Acid amantadine, the yield is about 85-90%. This route also uses liquid bromine to prepare 1-bromoadamantane, the amination is relatively mild with 1-bromoadamantane reacting with formamide and manganese catalyst, but a large amount of formamide and manganese catalyst is used, resulting in a higher total production cost, and the operation It is more complicated, the amount of “three wastes” is large and it is difficult to handle heavy metals.

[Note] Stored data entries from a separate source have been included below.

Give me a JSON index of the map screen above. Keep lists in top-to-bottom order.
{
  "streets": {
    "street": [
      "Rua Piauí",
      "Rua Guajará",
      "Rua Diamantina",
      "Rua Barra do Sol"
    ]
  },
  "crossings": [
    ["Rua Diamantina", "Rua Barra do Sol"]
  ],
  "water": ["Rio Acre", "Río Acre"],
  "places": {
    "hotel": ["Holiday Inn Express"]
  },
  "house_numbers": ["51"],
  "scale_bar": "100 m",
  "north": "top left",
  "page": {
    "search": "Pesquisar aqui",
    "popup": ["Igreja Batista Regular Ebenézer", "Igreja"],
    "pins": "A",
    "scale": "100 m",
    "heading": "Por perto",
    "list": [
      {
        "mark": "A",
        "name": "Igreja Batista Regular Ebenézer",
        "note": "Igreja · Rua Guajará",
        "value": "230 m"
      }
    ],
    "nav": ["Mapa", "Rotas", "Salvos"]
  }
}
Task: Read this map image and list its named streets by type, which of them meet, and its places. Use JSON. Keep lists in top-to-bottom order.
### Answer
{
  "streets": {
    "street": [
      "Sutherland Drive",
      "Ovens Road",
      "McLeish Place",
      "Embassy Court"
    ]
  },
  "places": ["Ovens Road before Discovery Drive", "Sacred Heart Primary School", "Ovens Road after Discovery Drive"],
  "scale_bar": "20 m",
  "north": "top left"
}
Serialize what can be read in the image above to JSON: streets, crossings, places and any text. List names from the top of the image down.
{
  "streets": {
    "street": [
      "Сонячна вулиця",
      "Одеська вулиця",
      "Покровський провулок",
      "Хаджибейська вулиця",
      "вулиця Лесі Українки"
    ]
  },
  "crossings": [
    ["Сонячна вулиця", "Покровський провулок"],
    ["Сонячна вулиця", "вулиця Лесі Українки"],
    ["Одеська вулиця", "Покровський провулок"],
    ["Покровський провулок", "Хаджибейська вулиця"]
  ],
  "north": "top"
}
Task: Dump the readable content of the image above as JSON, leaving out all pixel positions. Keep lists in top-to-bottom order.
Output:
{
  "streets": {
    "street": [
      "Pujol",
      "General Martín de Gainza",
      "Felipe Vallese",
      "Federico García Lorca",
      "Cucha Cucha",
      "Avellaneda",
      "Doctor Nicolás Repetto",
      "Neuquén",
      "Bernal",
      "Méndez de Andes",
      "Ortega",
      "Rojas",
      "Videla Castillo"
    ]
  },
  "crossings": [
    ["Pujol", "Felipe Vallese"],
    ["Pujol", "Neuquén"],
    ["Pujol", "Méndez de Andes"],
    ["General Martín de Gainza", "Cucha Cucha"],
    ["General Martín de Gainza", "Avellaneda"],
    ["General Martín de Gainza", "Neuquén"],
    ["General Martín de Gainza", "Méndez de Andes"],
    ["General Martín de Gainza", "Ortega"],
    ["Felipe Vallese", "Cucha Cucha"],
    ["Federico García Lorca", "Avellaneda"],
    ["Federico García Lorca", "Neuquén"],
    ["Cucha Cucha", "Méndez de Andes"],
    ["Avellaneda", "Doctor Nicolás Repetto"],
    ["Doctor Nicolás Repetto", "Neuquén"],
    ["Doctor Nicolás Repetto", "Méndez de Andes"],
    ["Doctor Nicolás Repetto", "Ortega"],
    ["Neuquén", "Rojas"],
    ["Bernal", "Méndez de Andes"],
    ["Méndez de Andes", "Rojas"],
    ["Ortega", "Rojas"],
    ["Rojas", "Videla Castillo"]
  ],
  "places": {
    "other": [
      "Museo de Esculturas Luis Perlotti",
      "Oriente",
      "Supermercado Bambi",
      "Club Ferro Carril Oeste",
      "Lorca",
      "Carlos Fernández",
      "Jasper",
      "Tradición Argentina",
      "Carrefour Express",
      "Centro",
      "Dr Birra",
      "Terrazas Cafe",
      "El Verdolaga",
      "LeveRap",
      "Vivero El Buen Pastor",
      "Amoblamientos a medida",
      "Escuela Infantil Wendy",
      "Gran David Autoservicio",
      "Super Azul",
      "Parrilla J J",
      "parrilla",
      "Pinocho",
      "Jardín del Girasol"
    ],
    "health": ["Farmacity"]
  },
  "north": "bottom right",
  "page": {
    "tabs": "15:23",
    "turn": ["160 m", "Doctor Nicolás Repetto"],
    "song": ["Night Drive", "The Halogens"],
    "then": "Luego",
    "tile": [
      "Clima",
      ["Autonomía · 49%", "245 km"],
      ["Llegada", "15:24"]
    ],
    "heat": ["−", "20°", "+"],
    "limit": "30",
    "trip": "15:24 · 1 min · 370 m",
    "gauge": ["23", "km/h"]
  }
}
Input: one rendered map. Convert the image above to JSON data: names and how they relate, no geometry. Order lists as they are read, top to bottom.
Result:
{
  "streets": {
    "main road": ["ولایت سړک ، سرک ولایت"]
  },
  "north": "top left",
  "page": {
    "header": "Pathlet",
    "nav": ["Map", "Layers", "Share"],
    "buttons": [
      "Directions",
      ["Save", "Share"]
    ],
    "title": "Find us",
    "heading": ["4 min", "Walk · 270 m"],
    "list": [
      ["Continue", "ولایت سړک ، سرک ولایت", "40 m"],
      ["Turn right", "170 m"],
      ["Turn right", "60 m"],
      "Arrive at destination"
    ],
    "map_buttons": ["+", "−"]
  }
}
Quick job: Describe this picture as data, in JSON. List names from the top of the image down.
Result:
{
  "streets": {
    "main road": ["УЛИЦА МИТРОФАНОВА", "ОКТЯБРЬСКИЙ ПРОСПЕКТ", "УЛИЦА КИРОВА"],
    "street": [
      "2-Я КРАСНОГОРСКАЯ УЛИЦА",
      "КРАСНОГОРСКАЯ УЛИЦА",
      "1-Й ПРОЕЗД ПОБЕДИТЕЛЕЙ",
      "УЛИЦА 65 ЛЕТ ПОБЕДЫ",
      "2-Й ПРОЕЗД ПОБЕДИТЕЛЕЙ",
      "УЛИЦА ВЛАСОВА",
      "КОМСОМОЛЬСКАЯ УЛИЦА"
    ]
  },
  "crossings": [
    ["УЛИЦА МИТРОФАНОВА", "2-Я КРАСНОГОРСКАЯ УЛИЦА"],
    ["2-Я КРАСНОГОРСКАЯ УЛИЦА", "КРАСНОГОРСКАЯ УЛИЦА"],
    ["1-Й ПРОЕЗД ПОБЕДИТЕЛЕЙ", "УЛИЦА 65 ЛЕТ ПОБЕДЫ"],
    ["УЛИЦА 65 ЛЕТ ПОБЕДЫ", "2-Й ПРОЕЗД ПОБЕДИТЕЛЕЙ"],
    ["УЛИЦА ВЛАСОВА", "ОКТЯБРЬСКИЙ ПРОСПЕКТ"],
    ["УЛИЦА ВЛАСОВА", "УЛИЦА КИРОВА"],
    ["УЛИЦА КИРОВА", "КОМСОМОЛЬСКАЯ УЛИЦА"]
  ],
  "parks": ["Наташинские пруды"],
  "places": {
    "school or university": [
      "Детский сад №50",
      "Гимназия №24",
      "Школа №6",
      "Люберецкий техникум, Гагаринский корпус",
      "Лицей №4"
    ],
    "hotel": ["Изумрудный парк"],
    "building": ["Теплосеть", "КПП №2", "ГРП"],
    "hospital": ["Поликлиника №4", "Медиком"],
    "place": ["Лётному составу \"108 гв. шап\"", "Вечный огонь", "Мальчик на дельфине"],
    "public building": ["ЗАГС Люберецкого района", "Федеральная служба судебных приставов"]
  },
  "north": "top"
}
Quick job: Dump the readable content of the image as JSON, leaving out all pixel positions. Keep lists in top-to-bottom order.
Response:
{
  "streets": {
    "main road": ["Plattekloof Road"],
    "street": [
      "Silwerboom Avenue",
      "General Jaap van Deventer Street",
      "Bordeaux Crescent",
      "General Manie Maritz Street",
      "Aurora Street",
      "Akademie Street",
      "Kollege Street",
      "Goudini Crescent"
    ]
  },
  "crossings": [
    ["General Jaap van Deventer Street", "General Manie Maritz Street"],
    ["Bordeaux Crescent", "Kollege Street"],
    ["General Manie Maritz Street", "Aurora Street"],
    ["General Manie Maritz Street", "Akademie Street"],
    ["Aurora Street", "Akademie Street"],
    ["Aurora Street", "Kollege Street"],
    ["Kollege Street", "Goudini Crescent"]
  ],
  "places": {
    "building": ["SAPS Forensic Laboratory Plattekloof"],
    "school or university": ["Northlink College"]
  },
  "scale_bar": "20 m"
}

2. Using adamantane as raw material
1) Reaction with acetonitrile through hydrolysis, salt-forming route
In this route, adamantane is used as the initial raw material, acetonitrile is added dropwise to sulfuric acid at -5–3°C , nickel catalyst and adamantane are added after the dropwise addition, and the reaction solution is reacted at 18°C for 6.5 hours. The crude 1-acetamidoadamantane is obtained by methane extraction and distillation, and the crude 1-acetamidoadamantane is dissolved in n-butanol to obtain amantadine hydrochloride through the steps of alkali reflux hydrolysis, dilution layering, salt formation and crystallization. The unit operation of this route is cumbersome, the total reaction period is long, a large amount of water is added in the reaction process, and a large amount of organic solvent is used for extraction, etc., so that a large amount of acidic and alkaline organic waste water is generated, which is easy to cause environmental pollution and industrial production costs are high.
2) Reaction with concentrated nitric acid to generate nitrate, through urea amination, free, salt-forming route
In this route, adamantane is used as the initial raw material to react with fuming nitric acid to generate adamantane nitrate, and then undergo urea ammonolysis to generate amantadine nitrate, and amantadine hydrochloride is obtained by freeing, extraction, salification and crystallization. The yield is about 90%. %. This route has low cost of raw materials, high yield, simple operation, mild conditions, and short reaction period, but a large amount of NO, NO2, HNO, HNO3, etc. will be generated during synthesis, which is difficult to handle effectively, and it is easy to cause environmental pollution, which is not conducive to industrialized production.
3) The route of reaction, hydrolysis and salt formation with nitrogen trichloride
In this route, adamantane is used as the initial raw material, and trichloroethane is used as a solvent to carry out amination reaction with nitrogen trichloride in the presence of aluminum trichloride, and hydrochloric acid is hydrolyzed into salt and purified to obtain amantadine hydrochloride. The yield is about 45- 50%. This route process is relatively simple, but the nitrogen trichloride used is a highly toxic drug, which is highly irritating, extremely unstable, and easy to explode, and should be avoided as much as possible in industrial production.